Print the Legend
I mentioned the Kitty Genovese ‘debunking the myth‘ stories to a coworker, and he came back with a story he had heard debunking the almost universally-broadcast story that Matthew Shepard was savagely – and ultimately fatally – beaten for being gay. That story caused a furor, led to several books, songs, plays and films in tribute, such The Laramie Project, and certainly contributed to passage of the Shepard/Byrd Hate Crimes Prevention Act.
My coworker’s views are somewhat to the right of mine, and “truther” theories float around any big story, so I was dubious, but I did some research. In 2004 ABC’s 20/20 broadcast New Details Emerge in Matthew Shepard Murder, which claimed that Shepard was murdered during a violent, meth-fueled robbery and may have been sexually involved with his killer:
The story garnered national attention when the attack was characterized as a hate crime. But Shepard’s killers, in their first interview since their convictions, tell “20/20’s” Elizabeth Vargas that money and drugs motivated their actions that night, not hatred of gays. …
“Everybody knew Matt Shepard was a partier just like Aaron, just like the rest of us,” said [Ryan] Bopp.
In fact, Bopp said he had seen Shepard and McKinney together at parties. “Aaron was selling [drugs] and him and Matt would go off to the side and they’d come back. And Matt would be doing some meth then,” he said.
That show received withering condemnation, but right wing legislators used it to assert that the Hate Crimes legislation was based on a hoax. In reaction to a 2009 Rachel Maddow broadcast about that debate, über-blogger Andrew Sullivan cited those facts in The Case Of Matthew Shepard:
I don’t doubt that homophobia fueled the disgusting murder. But I am unconvinced it was the sole motive. … My own view, for what it’s worth, is that this was multi-determined. I do not doubt that one of the motives for the brutality of the killing, perhaps the primary one, was homophobia. Equally, I don’t doubt that it was much, much murkier than the p.c. mythology would have you believe. …
Stephen Jimenez, who didn’t get the story past his editors at the NY Times, but did contribute to the 20/20 piece, continued to investigate the case. Jimenez, himself gay, eventually wrote The Book of Matt: Hidden Truths About the Murder of Matthew Shepard, which was published in October 2013. The Advocate, an American LGBT-interest magazine, discussed the alternate story with Have We Got Matthew Shepard All Wrong?:
By several accounts, McKinney had been on a meth bender for five days prior to the murder, and spent much of October 6 trying to find more drugs. By the evening he was so wound up that he attacked three other men in addition to Shepard. Even Cal Rerucha, the prosecutor who had pushed for the death sentence for McKinney and Henderson, would later concede on ABC’s 20/20 that “it was a murder that was driven by drugs.” …

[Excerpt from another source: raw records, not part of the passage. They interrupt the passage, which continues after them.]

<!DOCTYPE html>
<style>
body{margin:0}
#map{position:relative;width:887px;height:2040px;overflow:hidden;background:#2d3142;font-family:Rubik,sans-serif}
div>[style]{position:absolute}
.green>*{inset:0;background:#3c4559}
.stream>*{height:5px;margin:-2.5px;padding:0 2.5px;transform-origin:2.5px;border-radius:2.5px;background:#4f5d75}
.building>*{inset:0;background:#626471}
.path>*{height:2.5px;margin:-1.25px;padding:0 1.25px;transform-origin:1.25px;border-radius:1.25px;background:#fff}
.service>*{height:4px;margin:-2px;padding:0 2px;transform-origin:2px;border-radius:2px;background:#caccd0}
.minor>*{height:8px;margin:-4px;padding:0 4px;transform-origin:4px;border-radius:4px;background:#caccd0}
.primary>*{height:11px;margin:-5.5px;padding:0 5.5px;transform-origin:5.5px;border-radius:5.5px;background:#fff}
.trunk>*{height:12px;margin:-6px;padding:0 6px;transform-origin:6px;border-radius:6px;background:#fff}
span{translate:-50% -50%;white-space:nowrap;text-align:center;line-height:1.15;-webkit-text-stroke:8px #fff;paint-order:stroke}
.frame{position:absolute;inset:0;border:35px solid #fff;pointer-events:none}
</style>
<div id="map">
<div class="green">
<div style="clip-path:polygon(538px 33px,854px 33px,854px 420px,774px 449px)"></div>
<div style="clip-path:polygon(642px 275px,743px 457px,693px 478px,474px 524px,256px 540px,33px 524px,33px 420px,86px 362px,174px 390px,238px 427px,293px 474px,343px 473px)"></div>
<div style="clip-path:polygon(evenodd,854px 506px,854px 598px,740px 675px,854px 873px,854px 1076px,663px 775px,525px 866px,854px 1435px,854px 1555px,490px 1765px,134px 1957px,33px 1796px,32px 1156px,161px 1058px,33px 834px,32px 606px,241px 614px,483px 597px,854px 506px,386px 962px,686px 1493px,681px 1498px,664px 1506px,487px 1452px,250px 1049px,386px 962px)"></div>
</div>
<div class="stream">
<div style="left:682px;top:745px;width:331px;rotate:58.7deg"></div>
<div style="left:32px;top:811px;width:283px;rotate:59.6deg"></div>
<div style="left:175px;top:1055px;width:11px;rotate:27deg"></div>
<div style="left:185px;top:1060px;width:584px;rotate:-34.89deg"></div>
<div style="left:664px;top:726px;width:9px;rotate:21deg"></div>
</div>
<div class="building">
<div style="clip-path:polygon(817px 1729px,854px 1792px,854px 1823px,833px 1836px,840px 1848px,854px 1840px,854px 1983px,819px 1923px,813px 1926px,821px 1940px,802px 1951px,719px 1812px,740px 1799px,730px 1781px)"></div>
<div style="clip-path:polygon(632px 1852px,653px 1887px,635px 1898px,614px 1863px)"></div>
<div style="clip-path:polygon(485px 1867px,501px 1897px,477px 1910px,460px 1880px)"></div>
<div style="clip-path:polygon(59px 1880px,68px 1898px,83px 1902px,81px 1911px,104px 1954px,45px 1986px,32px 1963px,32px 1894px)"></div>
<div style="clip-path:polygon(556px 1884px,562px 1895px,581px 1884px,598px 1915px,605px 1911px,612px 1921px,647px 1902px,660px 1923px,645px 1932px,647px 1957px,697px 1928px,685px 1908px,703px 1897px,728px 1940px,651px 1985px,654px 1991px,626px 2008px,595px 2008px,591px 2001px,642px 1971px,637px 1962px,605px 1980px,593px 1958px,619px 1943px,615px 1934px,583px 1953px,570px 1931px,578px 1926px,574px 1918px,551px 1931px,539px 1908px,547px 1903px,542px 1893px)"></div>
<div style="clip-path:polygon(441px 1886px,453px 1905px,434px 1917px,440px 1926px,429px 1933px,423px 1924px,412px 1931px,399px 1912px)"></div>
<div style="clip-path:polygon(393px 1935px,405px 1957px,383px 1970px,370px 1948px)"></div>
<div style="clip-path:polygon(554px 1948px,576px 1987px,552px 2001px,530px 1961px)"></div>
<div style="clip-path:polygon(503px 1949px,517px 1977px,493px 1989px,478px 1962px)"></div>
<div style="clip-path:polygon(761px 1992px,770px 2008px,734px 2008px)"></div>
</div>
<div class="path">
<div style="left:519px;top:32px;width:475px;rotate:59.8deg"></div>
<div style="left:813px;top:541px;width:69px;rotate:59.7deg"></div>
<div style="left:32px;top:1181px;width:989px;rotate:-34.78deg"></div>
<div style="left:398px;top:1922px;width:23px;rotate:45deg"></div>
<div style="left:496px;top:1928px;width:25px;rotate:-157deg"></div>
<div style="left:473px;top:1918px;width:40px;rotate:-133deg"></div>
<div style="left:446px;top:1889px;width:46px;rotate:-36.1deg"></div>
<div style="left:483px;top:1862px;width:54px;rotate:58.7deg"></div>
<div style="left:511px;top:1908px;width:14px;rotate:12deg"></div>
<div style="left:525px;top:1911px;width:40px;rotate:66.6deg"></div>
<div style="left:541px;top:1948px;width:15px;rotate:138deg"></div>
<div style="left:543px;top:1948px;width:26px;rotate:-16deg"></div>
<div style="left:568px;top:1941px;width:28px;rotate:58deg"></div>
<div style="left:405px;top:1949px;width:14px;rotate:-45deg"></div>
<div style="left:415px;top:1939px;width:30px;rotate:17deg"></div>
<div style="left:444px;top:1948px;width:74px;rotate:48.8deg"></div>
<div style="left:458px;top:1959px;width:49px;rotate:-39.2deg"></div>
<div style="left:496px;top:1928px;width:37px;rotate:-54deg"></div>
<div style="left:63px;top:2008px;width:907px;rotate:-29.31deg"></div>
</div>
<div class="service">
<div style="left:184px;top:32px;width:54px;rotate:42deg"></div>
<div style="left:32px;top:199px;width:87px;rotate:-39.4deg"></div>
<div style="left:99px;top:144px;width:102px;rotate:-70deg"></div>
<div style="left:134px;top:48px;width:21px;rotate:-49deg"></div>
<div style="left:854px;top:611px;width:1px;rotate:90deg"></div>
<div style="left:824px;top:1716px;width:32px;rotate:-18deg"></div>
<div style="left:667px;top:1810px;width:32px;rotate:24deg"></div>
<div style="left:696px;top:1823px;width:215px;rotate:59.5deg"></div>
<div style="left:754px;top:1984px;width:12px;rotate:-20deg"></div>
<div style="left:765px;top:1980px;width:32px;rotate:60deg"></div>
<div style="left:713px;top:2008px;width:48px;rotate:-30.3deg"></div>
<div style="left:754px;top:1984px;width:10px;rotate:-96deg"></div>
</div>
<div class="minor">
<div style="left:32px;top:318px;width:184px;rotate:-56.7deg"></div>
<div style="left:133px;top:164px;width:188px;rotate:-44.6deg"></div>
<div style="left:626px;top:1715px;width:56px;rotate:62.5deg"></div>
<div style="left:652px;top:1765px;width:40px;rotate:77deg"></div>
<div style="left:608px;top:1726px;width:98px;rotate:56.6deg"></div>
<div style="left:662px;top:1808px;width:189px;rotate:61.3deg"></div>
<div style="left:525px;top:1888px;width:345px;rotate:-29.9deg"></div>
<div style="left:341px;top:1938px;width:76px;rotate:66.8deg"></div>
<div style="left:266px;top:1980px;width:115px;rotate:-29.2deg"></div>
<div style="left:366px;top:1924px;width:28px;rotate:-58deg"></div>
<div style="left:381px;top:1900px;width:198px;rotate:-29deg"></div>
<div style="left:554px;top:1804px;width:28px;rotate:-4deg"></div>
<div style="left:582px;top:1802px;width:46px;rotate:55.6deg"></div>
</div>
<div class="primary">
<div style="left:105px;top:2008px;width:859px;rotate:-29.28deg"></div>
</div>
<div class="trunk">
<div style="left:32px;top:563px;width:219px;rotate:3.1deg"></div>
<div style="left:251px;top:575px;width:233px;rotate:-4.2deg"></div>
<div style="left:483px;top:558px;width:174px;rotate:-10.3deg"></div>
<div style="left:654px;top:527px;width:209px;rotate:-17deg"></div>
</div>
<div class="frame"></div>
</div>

Not everyone is interested in hearing these alternative theories. When 20/20 engaged Jimenez to work on a segment revisiting the case in 2004, GLAAD bridled at what the organization saw as an attempt to undermine the notion that anti-gay bias was a factor; Moises Kaufman, the director and co-writer of The Laramie Project, denounced it as “terrible journalism,” though the segment went on to win an award from the Writers Guild of America for best news analysis of the year.
There has been criticism of the book’s claims, too, such as this Media Matters piece, Former NYT Editor Rebuts Stephen Jimenez’s Claim About Matthew Shepard Story:
Shepard truthers in the right-wing media have cited Jimenez’s new book,… to assail hate crime legislation and the larger push for LGBT rights. But Jimenez’s argument is tainted by its reliance on wild extrapolation, questionable and often inconsistent sources, theories that critics of his work are engaged in a “cover-up” of politically sensitive truths, and the dismissal of any evidence that runs contrary to his central thesis. …
When Media Matters sought Jimenez’s reaction … [he] said only that the “article killed by the Times Magazine became the basis” for a report on ABC’s 20/20 that he coproduced later that year, and pointed to “two major journalism awards” that report had won.
But such regard for that piece was by no means universal. The 20/20 report — criticized by journalists, media scholars, LGBT advocacy group GLAAD, and Shepard’s family — sparked a furor, especially in light of an email indicating that Jimenez had already made up his mind about the case before he and his ABC colleagues began reporting the story.
Most recently the NBA’s first openly gay player, Jason Collins, gave an autographed #98 jersey to Shepard’s family, heartening liberals, but giving conservative sites a chance to attack the story again. It is hard to sit here with only a web browser and decide who is right and wrong about the facts, but it isn’t hard to know that whether or not Shepard himself was only killed for being gay, legislation against hate crimes that bears his name was certainly due.